Reproduce the records precisely. Omit every picture.
[Opening Information supplied section]
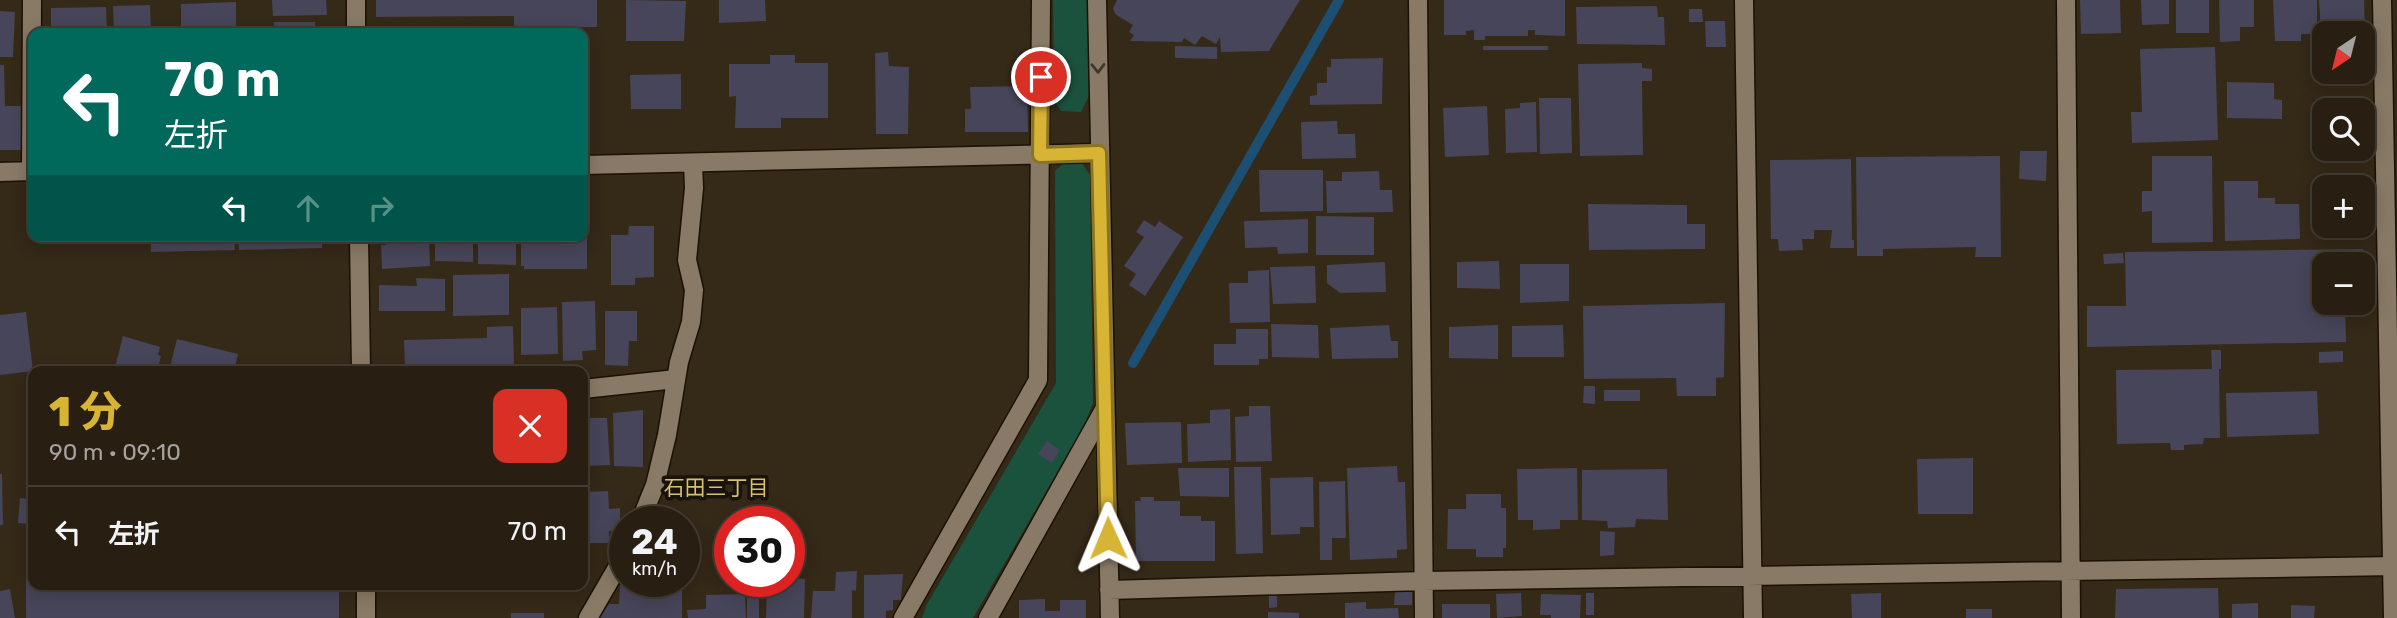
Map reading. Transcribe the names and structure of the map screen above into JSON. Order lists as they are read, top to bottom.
{
  "districts": ["石田三丁目"],
  "north": "bottom left",
  "page": {
    "map_buttons": ["+", "−"],
    "turn": ["70 m", "左折"],
    "heading": ["1 分", "90 m · 09:10"],
    "list": [
      {
        "name": "左折",
        "value": "70 m"
      }
    ],
    "speed": "24 km/h",
    "limit": "30"
  }
}
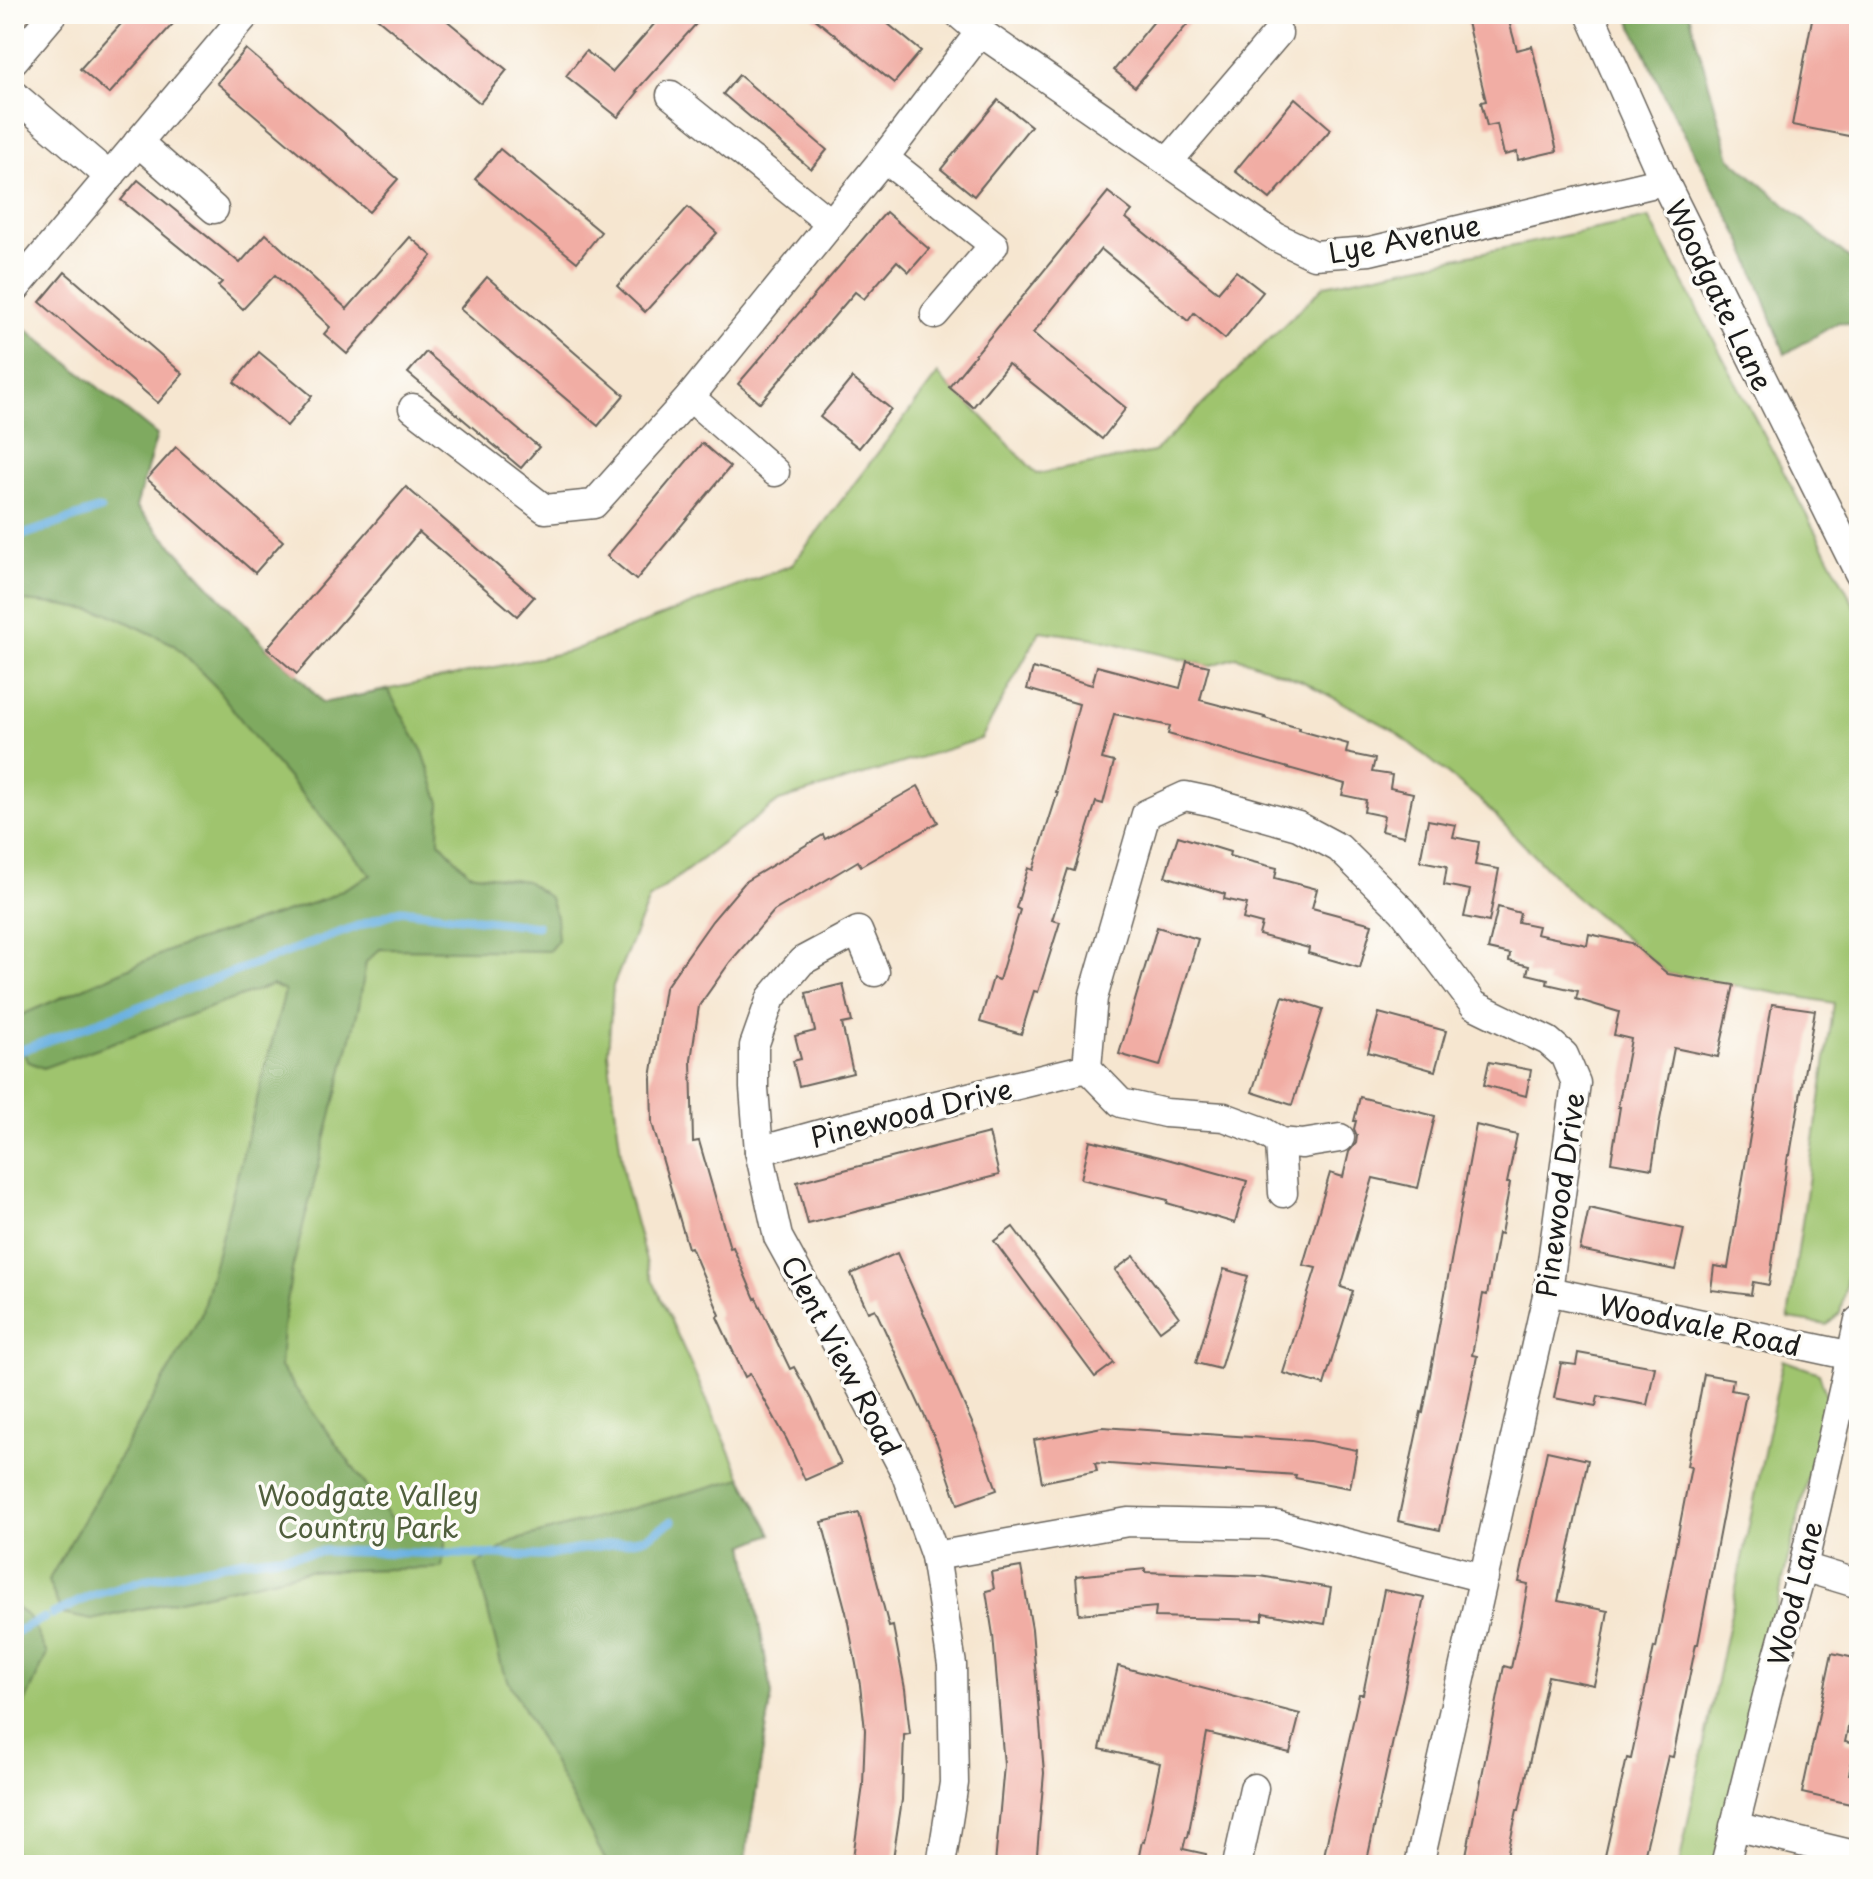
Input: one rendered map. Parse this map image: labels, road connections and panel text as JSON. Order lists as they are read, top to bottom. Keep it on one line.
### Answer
{"streets":{"street":["Lye Avenue","Woodgate Lane","Pinewood Drive","Woodvale Road","Clent View Road","Wood Lane"]},"crossings":[["Lye Avenue","Woodgate Lane"],["Pinewood Drive","Woodvale Road"],["Pinewood Drive","Clent View Road"],["Woodvale Road","Wood Lane"]],"parks":["Woodgate Valley Country Park"]}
[Closing Information supplied section]
> _Completed exercise_
Map reading. Transcribe the names and structure of the map screen above into JSON. Order lists as they are read, top to bottom.
{
  "districts": ["石田三丁目"],
  "north": "bottom left",
  "page": {
    "map_buttons": ["+", "−"],
    "turn": ["70 m", "左折"],
    "heading": ["1 分", "90 m · 09:10"],
    "list": [
      {
        "name": "左折",
        "value": "70 m"
      }
    ],
    "speed": "24 km/h",
    "limit": "30"
  }
}
Input: one rendered map. Parse this map image: labels, road connections and panel text as JSON. Order lists as they are read, top to bottom. Keep it on one line.
### Answer
{"streets":{"street":["Lye Avenue","Woodgate Lane","Pinewood Drive","Woodvale Road","Clent View Road","Wood Lane"]},"crossings":[["Lye Avenue","Woodgate Lane"],["Pinewood Drive","Woodvale Road"],["Pinewood Drive","Clent View Road"],["Woodvale Road","Wood Lane"]],"parks":["Woodgate Valley Country Park"]}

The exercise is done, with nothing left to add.